Speaking on a panel entitled 'Deploying capital in a crowded marketplace', Laurent Lavergne, head of fund management for separate accounts at Paris-based AXA Real Estate, predicted that the spread between core real estate and government bond yields, in the current financial markets context, would likely need to reduce to just 150 basis points before institutional investors considered pausing their real estate investment strategies.

That estimate is at least 100 basis points from a historical average spread of between 250 basis points to 350 basis points. Currently, the spread in Europe, for instance, is still beyond the 250 basis point mark, even though prime property yields have compressed significantly in recent years. That is because government bonds have remained meaningfully low, often around the 0.1 percent mark.

Nonetheless, Lavergne pointed out that predicting the spread has become increasingly challenging as bonds have become more volatile and less liquid than they historically have been. In Germany, for instance, they reached 0.8 percent in recent months and Lavergne pointed out how the bid-ask spread for such assets has widened.

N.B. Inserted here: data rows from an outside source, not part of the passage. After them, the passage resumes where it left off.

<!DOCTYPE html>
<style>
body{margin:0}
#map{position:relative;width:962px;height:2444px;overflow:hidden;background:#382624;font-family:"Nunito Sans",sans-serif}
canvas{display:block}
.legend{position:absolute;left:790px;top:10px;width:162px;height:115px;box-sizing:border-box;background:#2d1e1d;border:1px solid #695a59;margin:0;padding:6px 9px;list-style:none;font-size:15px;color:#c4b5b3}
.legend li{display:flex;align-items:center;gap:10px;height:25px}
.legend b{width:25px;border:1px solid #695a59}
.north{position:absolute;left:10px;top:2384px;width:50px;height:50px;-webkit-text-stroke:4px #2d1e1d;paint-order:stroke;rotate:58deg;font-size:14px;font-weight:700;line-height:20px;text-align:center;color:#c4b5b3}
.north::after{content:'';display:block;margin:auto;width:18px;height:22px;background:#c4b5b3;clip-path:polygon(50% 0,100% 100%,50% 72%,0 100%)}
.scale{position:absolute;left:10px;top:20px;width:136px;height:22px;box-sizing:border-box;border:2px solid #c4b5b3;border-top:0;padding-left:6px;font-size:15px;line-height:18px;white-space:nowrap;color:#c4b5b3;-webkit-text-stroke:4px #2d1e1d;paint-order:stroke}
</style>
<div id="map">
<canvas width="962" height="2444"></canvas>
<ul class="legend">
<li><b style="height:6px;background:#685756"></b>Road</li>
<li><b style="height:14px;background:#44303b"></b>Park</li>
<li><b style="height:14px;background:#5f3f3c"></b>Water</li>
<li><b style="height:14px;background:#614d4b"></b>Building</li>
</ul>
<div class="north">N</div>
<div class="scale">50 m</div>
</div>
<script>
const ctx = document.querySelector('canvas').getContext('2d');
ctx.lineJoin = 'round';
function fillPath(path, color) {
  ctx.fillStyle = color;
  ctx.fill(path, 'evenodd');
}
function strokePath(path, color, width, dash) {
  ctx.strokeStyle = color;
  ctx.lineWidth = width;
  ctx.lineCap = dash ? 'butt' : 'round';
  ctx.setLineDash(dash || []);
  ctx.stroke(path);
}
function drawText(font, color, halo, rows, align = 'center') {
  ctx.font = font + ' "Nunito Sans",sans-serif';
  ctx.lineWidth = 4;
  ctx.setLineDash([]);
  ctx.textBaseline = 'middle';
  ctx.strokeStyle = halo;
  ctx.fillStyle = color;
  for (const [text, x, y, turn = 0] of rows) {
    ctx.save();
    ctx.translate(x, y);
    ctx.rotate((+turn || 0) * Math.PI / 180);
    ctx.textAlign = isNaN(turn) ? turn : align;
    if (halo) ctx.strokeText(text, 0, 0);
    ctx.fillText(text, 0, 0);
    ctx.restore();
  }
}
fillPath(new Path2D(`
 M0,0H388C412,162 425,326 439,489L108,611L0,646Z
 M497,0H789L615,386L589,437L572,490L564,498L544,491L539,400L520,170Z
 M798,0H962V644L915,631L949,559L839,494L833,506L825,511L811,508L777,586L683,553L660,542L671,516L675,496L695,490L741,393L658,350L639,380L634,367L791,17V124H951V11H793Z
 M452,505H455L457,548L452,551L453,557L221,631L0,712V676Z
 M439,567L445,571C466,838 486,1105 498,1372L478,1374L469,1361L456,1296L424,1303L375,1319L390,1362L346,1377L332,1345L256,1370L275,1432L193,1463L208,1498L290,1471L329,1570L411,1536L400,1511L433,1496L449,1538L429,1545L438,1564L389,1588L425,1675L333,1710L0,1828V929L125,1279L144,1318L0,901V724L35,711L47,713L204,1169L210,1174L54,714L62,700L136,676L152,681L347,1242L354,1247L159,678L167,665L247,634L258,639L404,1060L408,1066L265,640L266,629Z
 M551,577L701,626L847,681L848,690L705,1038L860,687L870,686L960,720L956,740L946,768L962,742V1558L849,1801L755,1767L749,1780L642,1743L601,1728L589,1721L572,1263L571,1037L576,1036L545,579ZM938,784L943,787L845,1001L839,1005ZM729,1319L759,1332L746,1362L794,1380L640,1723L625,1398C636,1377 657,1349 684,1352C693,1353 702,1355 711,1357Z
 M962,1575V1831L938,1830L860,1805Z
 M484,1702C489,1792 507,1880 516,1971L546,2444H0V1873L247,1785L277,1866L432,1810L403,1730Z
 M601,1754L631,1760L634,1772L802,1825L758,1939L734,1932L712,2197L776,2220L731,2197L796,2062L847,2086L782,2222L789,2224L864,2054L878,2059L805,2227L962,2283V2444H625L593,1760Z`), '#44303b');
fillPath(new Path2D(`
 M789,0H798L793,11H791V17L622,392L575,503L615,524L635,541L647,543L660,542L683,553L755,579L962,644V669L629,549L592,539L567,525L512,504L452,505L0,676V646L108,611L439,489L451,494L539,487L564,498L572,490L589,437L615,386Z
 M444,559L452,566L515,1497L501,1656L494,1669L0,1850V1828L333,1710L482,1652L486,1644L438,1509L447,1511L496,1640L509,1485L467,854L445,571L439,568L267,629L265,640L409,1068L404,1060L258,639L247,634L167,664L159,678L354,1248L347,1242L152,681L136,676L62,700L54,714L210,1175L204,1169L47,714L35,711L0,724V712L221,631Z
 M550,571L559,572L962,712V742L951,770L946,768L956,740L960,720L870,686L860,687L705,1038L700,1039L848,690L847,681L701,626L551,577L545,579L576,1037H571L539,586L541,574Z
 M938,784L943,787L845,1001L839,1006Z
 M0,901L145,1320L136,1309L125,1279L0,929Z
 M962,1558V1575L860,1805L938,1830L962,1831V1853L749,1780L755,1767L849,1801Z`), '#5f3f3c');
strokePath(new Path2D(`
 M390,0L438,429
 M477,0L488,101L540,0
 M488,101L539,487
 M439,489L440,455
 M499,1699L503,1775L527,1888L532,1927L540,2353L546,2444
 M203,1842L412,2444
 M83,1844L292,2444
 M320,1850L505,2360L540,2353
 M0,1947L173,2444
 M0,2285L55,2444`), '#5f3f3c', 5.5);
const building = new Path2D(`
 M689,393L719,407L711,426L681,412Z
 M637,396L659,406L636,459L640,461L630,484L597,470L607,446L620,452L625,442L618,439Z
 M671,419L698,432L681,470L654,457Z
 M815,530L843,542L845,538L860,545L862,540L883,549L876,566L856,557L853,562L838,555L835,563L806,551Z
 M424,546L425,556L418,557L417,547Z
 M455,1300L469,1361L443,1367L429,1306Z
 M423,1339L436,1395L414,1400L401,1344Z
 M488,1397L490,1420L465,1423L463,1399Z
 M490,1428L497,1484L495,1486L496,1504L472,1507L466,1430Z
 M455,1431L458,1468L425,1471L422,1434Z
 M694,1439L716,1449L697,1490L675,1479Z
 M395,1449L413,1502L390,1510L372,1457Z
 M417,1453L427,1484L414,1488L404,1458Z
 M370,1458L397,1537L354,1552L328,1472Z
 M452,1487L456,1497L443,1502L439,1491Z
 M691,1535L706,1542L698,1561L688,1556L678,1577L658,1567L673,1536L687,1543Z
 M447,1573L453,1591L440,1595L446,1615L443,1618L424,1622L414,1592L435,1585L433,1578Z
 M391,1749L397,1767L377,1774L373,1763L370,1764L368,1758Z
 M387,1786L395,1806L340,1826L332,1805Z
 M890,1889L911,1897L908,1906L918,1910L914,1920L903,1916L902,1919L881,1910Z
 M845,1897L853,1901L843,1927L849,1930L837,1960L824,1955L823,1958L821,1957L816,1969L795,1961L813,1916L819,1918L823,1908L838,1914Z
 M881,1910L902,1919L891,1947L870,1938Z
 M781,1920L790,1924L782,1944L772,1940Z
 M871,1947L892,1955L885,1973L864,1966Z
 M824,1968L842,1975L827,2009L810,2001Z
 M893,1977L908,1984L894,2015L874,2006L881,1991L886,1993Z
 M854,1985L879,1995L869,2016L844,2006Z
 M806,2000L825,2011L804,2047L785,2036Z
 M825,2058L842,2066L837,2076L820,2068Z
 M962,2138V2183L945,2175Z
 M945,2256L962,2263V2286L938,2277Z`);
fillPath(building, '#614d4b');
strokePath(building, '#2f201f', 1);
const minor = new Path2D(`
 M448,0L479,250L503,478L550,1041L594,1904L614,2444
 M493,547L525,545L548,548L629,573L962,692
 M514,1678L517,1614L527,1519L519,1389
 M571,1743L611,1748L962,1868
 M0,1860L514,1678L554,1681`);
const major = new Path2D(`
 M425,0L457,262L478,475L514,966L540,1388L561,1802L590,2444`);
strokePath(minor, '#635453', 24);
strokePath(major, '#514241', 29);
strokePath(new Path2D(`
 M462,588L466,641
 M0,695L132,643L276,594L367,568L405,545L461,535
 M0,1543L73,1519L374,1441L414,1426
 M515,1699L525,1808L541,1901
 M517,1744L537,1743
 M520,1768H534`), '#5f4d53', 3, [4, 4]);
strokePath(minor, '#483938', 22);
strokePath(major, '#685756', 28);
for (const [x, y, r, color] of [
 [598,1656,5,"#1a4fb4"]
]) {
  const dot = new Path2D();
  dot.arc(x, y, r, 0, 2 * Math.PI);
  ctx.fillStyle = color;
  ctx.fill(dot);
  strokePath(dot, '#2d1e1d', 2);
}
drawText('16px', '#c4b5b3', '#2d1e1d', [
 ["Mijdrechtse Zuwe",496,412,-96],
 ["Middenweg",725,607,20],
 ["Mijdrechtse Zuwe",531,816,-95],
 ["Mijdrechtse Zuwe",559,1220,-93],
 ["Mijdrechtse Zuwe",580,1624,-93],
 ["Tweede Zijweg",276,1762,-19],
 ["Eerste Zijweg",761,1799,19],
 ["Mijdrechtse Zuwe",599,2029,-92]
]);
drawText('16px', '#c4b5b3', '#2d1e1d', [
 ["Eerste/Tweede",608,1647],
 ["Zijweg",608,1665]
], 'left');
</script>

He further pointed out how a liquidity premium once associated with real estate was less expected than it was before the global financial crisis in the eyes of investors that investors had less of an expectation for a liquidity premium with real estate than the had before the global financial crisis. “The illiquidity of real estate is less important than it was before,” he said.

He also warned that it is challenging to compare core property yields across European cities, even if they offer the same yields: “that is for a very simple reason – the rents are not the same. And when it comes to properties in London, a large part of the price comes in the land. That is not the case, for instance, in German cities. I'd say rents are probably one-third of the what you are paying in London.”

David Ryland, partner at law firm Paul Hastings, who moderated the panel, said that investors should consider the role of government stimulus on both asset types when they consider comparisons between them bonds and real estate. He said: “The margin between real estate and bonds is still above the average. But do consider the 'artificiality' from quantitative easing for bonds and, arguably, for real estate too.”

The question of how tight a spread between core real estate and bonds investors will tolerate has come amid a morning when panellists talked widely about positioning effective strategies as core markets reach cyclical highs and as institutional investors continue to hunt property investments in the current low interest rate environment.